It’s good to see Jason Bateman in something offbeat and worthwhile, like Juno and Disconnect, instead of the stupid trash he’s usually attracted to, like Identity Thief. In Bad Words, an aggressively nasty and particularly foul-mouthed vehicle which he also produced and directed, he plays a weirdo named Guy Trilby, a misanthropic 40-year-old vulgarian who disrupts the tradition of national spelling bees for elementary-school youngsters by entering the competition himself. The reason for this assault on a national institution that bewilders his pint-size fellow competitors and enrages their parents is a secret that takes the film’s entire running time to reveal, but although the going is so sluggish at times that the film often looks like it needs artificial respiration, stick it out. The end result is oddly entertaining.
Bad Words ★★★
Written by: Andrew Dodge
Guy manages to crash the contest by discovering a loophole in the event regulations that allows anyone admission as long as they never completed the eighth grade. Guy’s exceptional I.Q. made regular schooling a bore, so he dropped out early to tramp his way through life as a dedicated rebel, ending up at the time of the Golden Quill National Spelling Bee working in a dead-end job as a proofreader of product warranties. His goal now is to win the regionals and reach the final round of the $50,000 contest in Los Angeles. His allies are an oversexed lady journalist, who services him in bed (Kathryn Hahn), and a precocious 9-year-old Indian speller named Chaitanya Chopra (Rohan Chand), who attaches himself as a protégé, nicknamed Slumdog.
Among the hurdles are an army of murderous mothers and all of the stuffy officials of the spelling bee, including the vicious tournament director (Allison Janney), who assigns him to a hotel closet with no sink, toilet or bathtub. Undeterred, he presses on, insulting and offending everyone with a barrage of inappropriate cusswords. No matter how many times he raids Slumdog’s minibar for booze or tells him to “shut your curry hole,” the inevitable sweetness and charm between the mismatched sidekicks as they face the challenges of spelling words such as “floccinaucinihilipilification” leads to a disappointing sentimentality in the final credo soft as custard. You don’t know until the last scene why Trilby entered the tournament in the first place or what the true nature of the character behind his crude display of acerbic, uncensored vulgarity really is.
Still, Bad Words offers its share of pleasures. The bitchy wit in Andrew Dodge’s screenplay is as startling as it is raunchy, and playing against type, Mr. Bateman services it without genial compromise, displaying a fine sense of comic timing, unafraid of risking offense by freely dispensing racist remarks toward grownups and children alike, admirably resisting the easy temptations to milk audience sympathy by acting cute. I didn’t buy the shock effects he uses in front of a national television audience, but for the most part, I liked him, warts and all, because of the actor’s own natural charm (aptly revealed when he takes the boy on a raucous night on the town before the big event).

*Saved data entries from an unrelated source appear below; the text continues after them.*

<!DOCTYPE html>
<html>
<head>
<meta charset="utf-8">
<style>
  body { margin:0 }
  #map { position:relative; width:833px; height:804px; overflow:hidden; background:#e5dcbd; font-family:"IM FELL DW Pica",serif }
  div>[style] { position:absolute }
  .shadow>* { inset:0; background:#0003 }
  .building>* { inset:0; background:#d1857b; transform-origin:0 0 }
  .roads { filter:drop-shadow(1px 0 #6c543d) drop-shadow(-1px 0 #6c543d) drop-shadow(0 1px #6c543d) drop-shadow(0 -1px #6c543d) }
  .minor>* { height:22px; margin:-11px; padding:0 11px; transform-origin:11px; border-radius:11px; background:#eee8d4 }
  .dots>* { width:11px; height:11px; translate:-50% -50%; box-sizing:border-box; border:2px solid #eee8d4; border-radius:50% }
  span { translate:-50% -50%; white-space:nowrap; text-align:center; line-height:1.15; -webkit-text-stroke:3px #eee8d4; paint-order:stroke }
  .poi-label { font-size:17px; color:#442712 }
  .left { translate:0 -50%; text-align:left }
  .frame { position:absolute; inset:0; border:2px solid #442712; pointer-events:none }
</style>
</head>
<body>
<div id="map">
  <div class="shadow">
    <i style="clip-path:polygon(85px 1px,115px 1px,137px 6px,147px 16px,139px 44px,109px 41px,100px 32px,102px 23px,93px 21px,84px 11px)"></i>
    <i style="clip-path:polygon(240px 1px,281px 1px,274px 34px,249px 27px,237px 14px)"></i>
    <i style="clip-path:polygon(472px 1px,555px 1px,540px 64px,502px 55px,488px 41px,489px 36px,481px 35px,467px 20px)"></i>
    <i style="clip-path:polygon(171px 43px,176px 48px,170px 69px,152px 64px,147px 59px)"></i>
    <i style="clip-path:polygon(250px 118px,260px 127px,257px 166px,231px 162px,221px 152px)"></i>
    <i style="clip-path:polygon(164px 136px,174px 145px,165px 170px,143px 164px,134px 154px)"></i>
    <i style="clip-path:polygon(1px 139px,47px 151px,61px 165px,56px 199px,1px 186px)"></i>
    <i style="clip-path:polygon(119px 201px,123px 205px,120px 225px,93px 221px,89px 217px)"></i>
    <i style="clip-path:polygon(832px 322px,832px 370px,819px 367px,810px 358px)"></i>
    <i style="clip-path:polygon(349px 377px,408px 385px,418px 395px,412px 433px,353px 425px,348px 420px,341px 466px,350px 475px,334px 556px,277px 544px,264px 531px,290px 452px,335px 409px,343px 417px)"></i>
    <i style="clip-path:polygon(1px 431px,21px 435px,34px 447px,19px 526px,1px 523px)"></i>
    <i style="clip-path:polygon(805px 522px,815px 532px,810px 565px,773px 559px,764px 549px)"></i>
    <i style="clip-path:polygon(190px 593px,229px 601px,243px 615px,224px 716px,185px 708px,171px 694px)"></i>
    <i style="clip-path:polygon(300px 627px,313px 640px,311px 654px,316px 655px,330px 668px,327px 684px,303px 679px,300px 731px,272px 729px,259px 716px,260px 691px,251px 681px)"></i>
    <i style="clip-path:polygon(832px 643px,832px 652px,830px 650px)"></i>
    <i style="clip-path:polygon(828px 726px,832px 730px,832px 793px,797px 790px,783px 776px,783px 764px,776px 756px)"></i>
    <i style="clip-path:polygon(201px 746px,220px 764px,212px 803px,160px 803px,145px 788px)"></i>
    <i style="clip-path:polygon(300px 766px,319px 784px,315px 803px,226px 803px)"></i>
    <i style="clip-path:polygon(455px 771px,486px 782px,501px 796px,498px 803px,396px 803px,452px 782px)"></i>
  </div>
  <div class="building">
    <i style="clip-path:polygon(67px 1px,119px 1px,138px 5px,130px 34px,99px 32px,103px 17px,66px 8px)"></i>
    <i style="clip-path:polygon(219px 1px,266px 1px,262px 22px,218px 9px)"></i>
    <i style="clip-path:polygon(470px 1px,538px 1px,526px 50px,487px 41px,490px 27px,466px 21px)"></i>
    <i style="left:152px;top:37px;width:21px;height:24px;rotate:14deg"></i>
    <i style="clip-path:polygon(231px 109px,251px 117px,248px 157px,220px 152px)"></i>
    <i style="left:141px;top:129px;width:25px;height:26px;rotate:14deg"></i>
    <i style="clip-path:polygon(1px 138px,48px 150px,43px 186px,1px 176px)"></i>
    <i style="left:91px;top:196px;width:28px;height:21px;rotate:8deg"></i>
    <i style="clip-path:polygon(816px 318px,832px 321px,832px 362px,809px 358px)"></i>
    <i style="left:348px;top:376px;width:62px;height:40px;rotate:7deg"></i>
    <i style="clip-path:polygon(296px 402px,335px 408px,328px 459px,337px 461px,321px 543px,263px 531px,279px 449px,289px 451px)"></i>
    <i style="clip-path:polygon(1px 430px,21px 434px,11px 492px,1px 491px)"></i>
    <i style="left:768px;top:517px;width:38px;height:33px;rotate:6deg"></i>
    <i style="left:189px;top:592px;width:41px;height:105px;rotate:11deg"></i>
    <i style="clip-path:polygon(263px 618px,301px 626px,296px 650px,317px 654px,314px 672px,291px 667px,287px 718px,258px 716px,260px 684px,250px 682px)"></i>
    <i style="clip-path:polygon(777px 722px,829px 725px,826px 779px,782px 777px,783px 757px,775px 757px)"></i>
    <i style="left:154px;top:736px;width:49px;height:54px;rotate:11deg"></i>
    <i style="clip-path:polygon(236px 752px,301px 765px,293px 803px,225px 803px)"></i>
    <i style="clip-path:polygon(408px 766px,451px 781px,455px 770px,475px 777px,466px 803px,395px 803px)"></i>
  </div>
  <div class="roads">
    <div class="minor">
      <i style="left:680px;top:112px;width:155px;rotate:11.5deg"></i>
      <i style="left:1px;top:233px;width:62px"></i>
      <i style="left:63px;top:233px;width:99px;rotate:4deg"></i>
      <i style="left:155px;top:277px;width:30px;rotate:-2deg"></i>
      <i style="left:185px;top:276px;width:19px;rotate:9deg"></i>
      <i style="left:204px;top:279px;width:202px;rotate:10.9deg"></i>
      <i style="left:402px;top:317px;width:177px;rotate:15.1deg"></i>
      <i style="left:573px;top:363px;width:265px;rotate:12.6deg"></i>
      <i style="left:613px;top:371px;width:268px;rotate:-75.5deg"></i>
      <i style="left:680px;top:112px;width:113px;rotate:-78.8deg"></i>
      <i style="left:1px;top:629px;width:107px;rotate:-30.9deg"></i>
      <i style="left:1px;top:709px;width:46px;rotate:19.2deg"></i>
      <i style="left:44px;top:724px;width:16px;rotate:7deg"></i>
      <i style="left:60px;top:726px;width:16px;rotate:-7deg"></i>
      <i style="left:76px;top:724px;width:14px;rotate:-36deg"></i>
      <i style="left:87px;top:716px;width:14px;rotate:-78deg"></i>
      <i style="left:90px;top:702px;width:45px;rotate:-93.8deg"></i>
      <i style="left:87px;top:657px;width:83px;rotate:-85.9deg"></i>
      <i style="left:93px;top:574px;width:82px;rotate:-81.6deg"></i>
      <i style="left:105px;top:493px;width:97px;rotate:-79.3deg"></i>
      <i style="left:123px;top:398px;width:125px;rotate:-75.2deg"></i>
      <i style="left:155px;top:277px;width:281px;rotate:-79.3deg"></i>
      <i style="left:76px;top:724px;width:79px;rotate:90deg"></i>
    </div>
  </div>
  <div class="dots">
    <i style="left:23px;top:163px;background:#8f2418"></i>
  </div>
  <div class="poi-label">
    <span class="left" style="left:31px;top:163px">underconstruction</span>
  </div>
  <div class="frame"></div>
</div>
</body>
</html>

Ms. Janney’s hostility as the anally retentive official is another feather in her treasure chest of colorful movie caricatures, and Philip Baker Hall lends staunch support as the sourpuss patriarch of the Golden Quill spelling bees whose identity signifies the key to unlocking the film’s mystery. An uneven script and a redemption finale that does not totally convince contribute to a lack of complete originality and freshness, but Bad Words is short enough to pass the time painlessly. For his directorial debut, Mr. Bateman acquits himself nicely, promising even better things to come.